### What is being asked
Which lines of the records below contain the word "buttons"? Show each one.

### Available records
────────────────
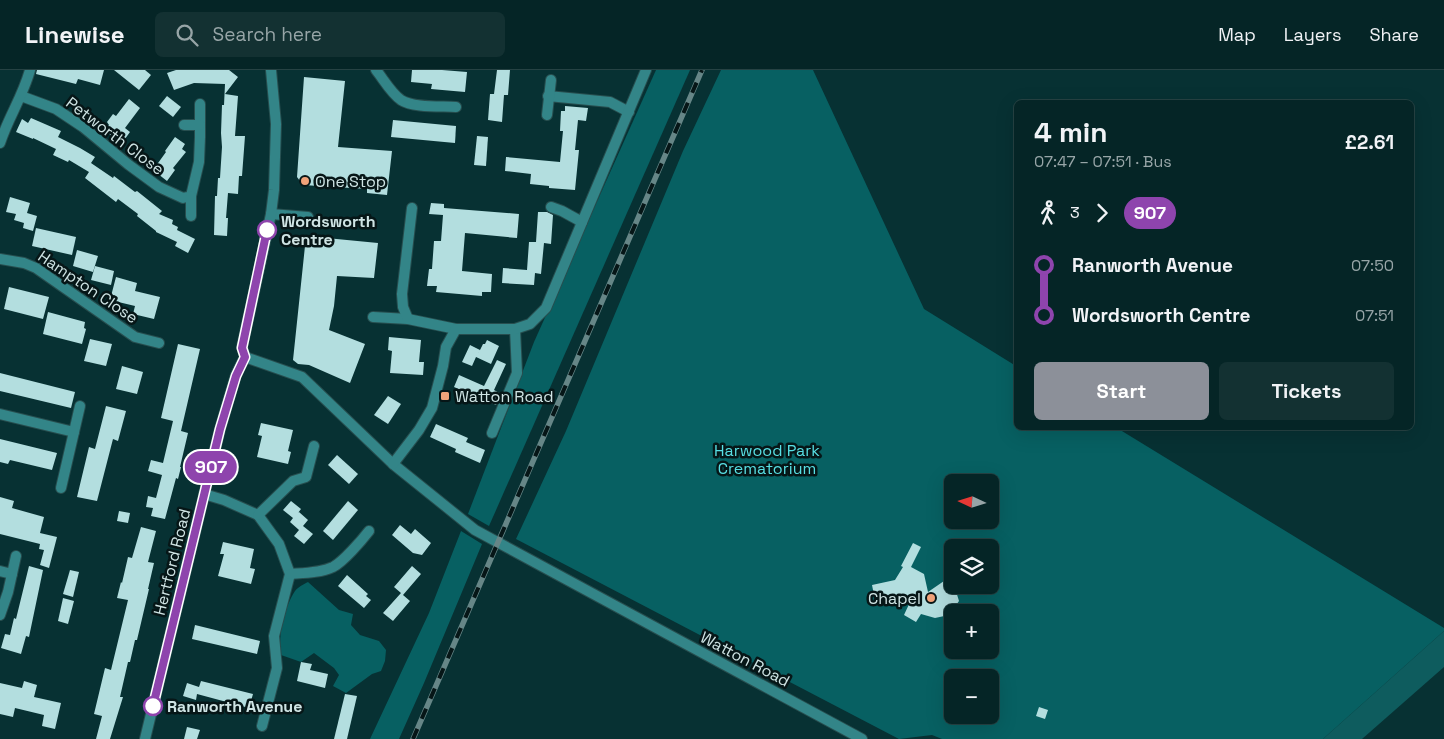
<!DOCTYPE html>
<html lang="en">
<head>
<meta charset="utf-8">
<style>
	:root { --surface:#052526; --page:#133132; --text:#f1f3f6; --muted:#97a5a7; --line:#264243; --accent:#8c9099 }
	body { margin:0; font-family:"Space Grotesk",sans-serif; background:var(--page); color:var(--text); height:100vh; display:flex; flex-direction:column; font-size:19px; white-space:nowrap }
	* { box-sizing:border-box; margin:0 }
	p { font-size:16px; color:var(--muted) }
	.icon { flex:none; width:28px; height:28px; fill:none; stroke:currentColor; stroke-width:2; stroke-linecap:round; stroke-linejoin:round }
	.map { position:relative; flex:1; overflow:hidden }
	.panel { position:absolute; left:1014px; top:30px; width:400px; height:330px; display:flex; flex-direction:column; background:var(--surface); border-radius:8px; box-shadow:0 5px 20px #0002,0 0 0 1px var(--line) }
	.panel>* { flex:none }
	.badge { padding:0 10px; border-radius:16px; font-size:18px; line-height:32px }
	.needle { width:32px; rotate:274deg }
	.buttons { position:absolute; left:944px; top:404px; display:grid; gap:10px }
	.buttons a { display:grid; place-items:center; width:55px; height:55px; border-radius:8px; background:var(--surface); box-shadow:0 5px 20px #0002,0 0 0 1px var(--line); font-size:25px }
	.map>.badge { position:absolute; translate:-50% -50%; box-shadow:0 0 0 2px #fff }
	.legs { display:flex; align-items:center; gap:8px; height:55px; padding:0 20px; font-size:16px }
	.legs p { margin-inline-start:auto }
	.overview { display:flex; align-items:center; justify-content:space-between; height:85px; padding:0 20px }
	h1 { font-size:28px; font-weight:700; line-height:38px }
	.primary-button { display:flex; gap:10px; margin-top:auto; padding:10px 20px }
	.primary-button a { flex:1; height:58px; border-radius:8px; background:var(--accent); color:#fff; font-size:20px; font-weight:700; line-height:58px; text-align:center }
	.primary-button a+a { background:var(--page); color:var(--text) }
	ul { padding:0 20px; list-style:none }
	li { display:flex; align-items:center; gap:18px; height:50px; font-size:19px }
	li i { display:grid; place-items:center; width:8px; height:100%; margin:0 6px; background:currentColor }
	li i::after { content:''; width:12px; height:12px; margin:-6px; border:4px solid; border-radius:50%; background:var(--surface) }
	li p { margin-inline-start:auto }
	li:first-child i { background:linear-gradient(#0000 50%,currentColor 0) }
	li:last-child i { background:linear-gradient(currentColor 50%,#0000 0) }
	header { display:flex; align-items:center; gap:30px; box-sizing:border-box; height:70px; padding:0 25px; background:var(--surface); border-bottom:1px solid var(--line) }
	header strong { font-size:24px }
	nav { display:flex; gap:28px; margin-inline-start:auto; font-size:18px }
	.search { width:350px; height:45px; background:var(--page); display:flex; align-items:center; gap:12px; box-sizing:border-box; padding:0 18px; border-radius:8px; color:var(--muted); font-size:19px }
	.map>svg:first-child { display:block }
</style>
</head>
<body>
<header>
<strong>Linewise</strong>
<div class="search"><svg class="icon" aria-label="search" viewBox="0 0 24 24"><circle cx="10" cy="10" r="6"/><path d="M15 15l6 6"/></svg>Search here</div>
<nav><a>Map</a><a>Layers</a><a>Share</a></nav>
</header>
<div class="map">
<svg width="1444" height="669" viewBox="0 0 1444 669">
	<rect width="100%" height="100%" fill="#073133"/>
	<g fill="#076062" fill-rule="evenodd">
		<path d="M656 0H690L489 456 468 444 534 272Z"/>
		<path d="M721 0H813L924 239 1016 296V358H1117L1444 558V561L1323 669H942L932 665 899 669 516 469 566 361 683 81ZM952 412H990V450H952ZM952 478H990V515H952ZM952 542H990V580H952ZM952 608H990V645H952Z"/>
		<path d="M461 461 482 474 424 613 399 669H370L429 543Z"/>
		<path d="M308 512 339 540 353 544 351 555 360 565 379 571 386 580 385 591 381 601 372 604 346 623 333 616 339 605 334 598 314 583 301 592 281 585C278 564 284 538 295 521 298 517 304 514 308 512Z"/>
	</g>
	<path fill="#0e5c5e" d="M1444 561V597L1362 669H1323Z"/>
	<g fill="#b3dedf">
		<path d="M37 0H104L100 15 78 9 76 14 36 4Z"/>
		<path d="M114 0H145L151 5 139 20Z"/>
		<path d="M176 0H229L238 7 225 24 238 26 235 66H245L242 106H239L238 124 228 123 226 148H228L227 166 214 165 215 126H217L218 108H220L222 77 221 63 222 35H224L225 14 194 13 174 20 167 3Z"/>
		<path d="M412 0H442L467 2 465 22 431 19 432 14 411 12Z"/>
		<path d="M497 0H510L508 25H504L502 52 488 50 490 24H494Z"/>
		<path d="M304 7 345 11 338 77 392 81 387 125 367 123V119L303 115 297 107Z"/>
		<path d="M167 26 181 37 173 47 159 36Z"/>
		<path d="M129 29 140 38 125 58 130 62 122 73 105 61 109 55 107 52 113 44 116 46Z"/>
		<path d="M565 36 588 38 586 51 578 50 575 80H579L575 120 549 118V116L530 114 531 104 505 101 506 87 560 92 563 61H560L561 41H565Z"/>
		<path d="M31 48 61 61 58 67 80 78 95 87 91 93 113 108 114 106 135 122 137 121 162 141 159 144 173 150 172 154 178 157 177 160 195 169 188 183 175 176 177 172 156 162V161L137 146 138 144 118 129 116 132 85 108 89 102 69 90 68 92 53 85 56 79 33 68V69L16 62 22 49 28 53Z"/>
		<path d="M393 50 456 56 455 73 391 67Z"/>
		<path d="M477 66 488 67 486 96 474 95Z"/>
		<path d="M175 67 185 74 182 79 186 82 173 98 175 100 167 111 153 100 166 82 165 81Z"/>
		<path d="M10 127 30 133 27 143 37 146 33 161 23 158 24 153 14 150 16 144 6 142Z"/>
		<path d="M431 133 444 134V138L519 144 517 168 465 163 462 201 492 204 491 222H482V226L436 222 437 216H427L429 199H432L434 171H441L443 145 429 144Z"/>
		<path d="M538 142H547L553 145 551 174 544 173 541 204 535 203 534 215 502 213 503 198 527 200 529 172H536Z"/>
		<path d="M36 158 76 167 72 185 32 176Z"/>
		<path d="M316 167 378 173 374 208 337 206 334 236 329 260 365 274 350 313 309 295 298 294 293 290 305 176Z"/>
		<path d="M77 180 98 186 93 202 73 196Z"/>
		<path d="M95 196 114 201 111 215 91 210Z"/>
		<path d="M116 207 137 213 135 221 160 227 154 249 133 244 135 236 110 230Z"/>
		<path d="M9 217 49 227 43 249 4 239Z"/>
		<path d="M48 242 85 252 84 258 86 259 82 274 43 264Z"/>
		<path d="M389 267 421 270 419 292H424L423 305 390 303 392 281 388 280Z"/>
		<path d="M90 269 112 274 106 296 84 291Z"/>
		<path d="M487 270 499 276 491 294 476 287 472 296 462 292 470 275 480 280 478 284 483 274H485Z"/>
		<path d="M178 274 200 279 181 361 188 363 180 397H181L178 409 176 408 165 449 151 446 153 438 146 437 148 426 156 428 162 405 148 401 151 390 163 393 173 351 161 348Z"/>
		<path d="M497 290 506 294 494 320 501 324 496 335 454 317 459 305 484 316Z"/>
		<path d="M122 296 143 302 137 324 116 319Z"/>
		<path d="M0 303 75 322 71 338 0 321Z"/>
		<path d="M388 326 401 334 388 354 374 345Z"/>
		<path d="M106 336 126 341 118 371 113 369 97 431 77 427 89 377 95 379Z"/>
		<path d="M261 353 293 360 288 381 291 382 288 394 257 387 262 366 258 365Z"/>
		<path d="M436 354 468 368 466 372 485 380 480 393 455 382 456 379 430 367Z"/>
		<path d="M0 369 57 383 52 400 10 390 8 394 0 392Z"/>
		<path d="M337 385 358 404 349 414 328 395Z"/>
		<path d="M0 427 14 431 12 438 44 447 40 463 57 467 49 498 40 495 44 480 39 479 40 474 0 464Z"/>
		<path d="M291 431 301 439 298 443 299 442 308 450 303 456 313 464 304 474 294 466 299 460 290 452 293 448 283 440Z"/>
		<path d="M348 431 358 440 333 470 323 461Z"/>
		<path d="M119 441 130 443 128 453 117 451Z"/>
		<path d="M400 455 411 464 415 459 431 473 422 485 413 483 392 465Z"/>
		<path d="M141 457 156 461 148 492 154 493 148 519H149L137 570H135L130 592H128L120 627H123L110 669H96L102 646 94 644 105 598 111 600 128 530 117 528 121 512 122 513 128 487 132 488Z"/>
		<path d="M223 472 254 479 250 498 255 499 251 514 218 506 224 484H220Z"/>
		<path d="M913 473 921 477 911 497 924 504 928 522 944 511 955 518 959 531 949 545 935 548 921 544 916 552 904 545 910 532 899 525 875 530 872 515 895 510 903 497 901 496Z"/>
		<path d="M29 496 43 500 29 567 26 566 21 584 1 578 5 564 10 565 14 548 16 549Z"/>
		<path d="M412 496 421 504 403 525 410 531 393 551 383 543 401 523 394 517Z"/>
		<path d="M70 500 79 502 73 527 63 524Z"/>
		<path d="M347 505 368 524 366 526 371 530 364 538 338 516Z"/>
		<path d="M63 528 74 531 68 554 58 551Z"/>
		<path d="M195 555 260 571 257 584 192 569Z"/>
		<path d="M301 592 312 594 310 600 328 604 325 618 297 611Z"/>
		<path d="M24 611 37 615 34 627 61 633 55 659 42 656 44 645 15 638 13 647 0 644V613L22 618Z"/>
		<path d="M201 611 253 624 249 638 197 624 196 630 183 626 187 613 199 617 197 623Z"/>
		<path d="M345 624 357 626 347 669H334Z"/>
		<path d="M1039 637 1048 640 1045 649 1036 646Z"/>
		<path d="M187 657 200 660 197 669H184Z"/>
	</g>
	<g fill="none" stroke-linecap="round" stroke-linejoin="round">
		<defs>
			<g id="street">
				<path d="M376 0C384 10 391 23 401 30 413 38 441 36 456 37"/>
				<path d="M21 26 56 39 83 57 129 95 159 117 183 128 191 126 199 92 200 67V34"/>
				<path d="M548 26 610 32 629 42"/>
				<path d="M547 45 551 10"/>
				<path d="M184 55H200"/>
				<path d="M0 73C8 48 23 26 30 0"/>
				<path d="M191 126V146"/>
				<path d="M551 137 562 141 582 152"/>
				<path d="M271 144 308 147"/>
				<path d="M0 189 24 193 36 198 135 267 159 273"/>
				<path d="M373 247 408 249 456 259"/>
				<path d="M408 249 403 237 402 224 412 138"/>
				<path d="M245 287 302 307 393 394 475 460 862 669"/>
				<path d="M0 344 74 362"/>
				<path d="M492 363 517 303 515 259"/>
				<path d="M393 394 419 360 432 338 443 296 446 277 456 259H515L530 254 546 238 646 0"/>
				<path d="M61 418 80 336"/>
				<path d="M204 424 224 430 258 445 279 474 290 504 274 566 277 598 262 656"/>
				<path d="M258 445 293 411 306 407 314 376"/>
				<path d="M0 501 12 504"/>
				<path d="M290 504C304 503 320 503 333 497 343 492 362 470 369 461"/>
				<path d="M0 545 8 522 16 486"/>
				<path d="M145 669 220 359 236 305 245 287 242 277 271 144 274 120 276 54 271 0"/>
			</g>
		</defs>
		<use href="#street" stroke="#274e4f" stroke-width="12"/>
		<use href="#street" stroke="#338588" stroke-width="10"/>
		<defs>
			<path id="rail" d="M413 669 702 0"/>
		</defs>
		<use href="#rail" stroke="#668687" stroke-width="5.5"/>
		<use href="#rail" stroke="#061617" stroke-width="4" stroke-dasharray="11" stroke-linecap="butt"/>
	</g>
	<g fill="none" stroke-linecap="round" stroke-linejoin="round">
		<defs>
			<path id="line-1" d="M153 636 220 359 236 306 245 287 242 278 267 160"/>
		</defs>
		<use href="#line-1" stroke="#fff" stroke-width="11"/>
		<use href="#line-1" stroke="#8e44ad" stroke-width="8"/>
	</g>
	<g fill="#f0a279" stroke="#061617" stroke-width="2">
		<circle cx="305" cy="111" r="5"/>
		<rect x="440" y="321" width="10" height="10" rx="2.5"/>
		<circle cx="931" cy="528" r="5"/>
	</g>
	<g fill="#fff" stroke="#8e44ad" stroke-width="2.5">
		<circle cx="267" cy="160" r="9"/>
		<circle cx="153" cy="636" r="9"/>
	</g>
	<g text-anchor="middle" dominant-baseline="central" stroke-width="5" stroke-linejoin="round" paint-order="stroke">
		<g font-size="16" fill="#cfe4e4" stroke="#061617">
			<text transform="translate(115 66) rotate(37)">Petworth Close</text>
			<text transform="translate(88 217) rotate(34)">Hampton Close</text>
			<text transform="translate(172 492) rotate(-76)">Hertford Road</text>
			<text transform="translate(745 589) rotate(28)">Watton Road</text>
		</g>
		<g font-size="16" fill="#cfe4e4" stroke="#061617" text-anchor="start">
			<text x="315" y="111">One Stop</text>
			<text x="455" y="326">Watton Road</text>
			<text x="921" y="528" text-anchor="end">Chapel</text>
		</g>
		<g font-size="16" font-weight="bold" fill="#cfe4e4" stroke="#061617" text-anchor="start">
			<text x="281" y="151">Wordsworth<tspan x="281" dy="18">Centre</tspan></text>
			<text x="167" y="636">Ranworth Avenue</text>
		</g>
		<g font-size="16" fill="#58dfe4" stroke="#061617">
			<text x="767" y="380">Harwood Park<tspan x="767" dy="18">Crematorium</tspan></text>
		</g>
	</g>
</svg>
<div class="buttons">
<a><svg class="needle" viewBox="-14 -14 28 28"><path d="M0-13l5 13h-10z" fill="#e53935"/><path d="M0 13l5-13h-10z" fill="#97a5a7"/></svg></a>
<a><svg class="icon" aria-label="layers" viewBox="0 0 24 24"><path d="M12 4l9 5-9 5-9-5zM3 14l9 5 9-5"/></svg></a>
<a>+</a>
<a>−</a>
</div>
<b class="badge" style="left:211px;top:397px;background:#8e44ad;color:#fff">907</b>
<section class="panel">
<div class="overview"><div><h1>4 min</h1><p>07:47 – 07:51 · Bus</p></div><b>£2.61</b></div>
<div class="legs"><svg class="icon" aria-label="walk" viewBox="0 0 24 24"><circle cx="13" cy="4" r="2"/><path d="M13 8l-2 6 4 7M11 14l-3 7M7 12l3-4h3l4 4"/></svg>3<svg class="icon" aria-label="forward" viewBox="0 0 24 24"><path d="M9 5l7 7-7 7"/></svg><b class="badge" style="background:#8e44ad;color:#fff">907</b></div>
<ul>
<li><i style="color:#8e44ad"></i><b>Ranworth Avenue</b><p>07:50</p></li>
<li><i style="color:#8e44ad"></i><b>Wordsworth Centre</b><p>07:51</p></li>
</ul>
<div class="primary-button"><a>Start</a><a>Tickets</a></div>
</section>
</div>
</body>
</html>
────────────────
### Output
	.buttons { position:absolute; left:944px; top:404px; display:grid; gap:10px }
	.buttons a { display:grid; place-items:center; width:55px; height:55px; border-radius:8px; background:var(--surface); box-shadow:0 5px 20px #0002,0 0 0 1px var(--line); font-size:25px }
<div class="buttons">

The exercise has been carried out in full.